No. Keep in mind that a kernel is the smallest unit for Taichi's runtime execution. You cannot call a kernel inside a Taichi function (in the Taichi scope). You can only call a kernel in the Python scope.
Can I specify different backends for each kernel separately?
Currently, Taichi does not support using multiple different backends simultaneously. Specifically, at any given time, Taichi only uses one backend. While you can call ti.init()
multiple times in a program to switch between the backends, after each ti.init()
call, all kernels will be recompiled to the new backend.

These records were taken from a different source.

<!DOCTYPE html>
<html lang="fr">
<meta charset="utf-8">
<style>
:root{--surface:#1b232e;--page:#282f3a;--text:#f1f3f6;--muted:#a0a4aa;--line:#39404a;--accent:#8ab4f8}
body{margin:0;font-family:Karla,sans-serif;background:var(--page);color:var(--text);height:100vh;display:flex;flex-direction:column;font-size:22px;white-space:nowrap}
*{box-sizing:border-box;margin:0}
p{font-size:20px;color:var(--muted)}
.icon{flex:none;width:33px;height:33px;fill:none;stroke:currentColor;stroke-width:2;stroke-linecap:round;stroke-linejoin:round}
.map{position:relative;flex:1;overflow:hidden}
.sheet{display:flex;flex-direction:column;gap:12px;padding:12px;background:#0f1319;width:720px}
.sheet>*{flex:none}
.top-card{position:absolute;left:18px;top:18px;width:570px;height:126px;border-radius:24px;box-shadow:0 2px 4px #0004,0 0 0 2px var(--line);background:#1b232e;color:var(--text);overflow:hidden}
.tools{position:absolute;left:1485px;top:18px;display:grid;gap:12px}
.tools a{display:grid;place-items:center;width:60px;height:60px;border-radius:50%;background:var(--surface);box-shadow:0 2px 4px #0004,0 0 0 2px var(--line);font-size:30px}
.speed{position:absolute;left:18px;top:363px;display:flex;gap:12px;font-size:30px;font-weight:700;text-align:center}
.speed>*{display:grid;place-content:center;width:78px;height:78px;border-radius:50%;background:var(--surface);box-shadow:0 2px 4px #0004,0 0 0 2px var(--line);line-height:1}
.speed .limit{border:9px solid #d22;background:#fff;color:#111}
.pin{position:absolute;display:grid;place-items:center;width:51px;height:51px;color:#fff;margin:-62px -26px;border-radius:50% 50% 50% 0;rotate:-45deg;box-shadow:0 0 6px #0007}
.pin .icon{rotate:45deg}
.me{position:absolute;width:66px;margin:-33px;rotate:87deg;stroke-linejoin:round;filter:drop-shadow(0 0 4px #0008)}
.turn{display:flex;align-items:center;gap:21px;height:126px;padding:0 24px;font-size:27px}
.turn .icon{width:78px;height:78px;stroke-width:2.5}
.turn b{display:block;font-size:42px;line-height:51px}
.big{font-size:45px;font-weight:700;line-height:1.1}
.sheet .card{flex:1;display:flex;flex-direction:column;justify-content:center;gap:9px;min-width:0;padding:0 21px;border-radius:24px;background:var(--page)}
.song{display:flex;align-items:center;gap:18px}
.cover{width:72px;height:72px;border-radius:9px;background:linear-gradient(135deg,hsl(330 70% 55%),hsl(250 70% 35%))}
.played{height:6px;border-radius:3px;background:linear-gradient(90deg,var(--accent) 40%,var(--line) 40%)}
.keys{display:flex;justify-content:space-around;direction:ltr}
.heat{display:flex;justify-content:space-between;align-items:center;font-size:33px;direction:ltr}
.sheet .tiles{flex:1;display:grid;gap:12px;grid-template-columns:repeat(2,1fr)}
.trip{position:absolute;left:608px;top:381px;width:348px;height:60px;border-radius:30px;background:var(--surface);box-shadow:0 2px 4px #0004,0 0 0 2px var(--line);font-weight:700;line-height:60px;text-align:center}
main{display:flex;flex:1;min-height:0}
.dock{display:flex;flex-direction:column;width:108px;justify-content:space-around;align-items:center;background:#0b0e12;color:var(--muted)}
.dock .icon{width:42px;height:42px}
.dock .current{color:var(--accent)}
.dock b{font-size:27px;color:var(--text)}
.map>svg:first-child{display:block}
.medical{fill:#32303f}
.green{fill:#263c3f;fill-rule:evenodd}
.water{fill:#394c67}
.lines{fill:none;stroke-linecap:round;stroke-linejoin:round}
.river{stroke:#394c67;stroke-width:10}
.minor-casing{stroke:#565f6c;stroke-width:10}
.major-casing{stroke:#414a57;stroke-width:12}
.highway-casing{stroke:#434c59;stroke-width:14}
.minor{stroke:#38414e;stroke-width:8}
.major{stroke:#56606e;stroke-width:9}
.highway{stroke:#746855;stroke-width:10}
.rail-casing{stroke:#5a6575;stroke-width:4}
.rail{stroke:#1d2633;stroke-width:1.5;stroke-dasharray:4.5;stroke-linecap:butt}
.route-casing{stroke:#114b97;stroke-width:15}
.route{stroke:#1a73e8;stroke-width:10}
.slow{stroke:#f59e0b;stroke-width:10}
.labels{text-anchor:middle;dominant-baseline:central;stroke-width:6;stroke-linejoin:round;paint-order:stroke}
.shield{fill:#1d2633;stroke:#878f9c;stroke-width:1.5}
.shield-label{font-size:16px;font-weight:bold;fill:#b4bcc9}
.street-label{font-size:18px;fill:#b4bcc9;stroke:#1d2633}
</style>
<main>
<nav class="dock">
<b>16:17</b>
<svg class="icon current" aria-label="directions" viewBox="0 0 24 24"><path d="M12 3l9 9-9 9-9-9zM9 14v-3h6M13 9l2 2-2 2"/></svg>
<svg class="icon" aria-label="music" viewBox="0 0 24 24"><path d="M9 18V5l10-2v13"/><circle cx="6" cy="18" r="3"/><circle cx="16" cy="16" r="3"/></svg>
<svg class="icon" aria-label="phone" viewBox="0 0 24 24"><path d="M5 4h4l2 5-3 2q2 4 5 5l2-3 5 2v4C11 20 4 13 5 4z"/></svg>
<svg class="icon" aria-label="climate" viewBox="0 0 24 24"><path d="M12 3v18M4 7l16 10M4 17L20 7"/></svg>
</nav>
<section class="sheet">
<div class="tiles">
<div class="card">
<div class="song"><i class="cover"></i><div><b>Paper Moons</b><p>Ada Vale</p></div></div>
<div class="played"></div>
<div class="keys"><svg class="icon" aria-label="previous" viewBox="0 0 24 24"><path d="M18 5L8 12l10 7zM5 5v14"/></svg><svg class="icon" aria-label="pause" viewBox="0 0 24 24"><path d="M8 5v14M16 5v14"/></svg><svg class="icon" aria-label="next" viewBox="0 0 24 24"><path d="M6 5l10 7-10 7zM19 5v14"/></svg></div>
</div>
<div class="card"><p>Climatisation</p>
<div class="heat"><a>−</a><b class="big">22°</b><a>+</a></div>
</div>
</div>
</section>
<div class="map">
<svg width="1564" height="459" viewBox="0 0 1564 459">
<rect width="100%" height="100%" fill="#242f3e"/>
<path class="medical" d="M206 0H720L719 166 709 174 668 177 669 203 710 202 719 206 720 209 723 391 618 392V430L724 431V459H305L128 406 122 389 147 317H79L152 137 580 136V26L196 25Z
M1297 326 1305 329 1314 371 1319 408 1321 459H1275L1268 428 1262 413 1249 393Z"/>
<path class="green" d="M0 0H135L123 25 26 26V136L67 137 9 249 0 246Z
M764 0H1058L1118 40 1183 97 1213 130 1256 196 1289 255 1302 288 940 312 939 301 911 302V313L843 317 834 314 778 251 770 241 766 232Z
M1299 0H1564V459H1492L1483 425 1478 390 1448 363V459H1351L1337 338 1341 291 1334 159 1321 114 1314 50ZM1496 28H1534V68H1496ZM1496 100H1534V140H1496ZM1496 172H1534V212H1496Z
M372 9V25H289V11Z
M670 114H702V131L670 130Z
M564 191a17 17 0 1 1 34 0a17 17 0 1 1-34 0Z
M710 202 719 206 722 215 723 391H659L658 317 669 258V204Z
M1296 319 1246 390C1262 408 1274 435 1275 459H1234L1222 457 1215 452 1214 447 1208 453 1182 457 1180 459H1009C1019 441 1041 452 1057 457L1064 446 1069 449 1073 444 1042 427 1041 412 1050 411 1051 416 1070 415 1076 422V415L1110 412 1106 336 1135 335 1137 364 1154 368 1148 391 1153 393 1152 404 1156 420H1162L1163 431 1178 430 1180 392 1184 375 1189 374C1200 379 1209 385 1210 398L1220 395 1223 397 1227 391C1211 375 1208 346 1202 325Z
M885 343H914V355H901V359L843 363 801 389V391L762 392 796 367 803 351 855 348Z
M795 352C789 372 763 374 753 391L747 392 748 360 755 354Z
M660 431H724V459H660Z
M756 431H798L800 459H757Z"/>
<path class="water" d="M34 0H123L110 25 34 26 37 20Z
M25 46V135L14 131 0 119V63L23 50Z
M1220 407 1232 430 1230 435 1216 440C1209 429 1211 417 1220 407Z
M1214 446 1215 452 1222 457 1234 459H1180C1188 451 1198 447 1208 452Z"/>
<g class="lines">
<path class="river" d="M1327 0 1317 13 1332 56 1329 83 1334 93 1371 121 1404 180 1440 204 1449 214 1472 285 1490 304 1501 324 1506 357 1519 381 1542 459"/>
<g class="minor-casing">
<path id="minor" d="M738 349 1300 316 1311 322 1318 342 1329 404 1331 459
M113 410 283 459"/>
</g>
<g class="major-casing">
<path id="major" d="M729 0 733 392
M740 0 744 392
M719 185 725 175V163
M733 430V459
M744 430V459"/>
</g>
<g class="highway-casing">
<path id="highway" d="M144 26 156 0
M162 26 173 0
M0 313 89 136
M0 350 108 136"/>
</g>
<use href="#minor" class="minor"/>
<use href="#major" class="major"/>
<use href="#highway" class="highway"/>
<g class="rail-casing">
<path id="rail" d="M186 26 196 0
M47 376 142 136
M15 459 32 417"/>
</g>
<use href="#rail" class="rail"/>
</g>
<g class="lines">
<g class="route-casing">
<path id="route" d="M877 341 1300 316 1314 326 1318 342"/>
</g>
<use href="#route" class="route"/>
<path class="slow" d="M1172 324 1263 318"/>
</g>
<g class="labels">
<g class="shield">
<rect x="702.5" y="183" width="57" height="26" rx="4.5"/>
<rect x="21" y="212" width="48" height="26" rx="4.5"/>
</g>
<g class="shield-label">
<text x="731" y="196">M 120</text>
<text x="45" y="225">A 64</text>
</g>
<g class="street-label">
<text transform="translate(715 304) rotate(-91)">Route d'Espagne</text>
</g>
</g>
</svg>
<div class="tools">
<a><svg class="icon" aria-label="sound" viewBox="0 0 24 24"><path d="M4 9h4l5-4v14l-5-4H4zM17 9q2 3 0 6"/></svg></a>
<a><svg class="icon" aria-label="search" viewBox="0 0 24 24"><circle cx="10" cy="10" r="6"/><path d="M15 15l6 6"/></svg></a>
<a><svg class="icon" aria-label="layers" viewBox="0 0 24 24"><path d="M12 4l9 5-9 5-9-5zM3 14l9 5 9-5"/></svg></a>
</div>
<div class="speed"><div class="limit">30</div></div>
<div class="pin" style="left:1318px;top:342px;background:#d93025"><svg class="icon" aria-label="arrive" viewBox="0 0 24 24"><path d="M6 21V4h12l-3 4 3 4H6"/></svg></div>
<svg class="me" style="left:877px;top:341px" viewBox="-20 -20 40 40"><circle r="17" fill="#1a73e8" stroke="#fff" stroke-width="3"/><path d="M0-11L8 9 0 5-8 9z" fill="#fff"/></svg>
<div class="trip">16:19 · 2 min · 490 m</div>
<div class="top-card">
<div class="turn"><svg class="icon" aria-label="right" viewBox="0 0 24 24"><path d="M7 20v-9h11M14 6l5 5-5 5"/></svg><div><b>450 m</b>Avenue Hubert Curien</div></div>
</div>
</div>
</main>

For example:
ti.init(arch=ti.cpu)
@ti.kernel
def test():
print(ti.sin(1.0))
test()
ti.init(arch=ti.gpu)
test()
In the provided code, we begin by designating the CPU as the backend, upon which the test
function operates. Notably, the test
function is initially executed on the CPU backend. As we proceed by invoking ti.init(arch=ti.gpu)
to designate the GPU as the backend, all ensuing invocations of test
trigger a recompilation of the test
kernel tailored for the GPU backend, subsequently executing on the GPU. To conclude, Taichi does not facilitate the concurrent operation of multiple kernels on varied backends.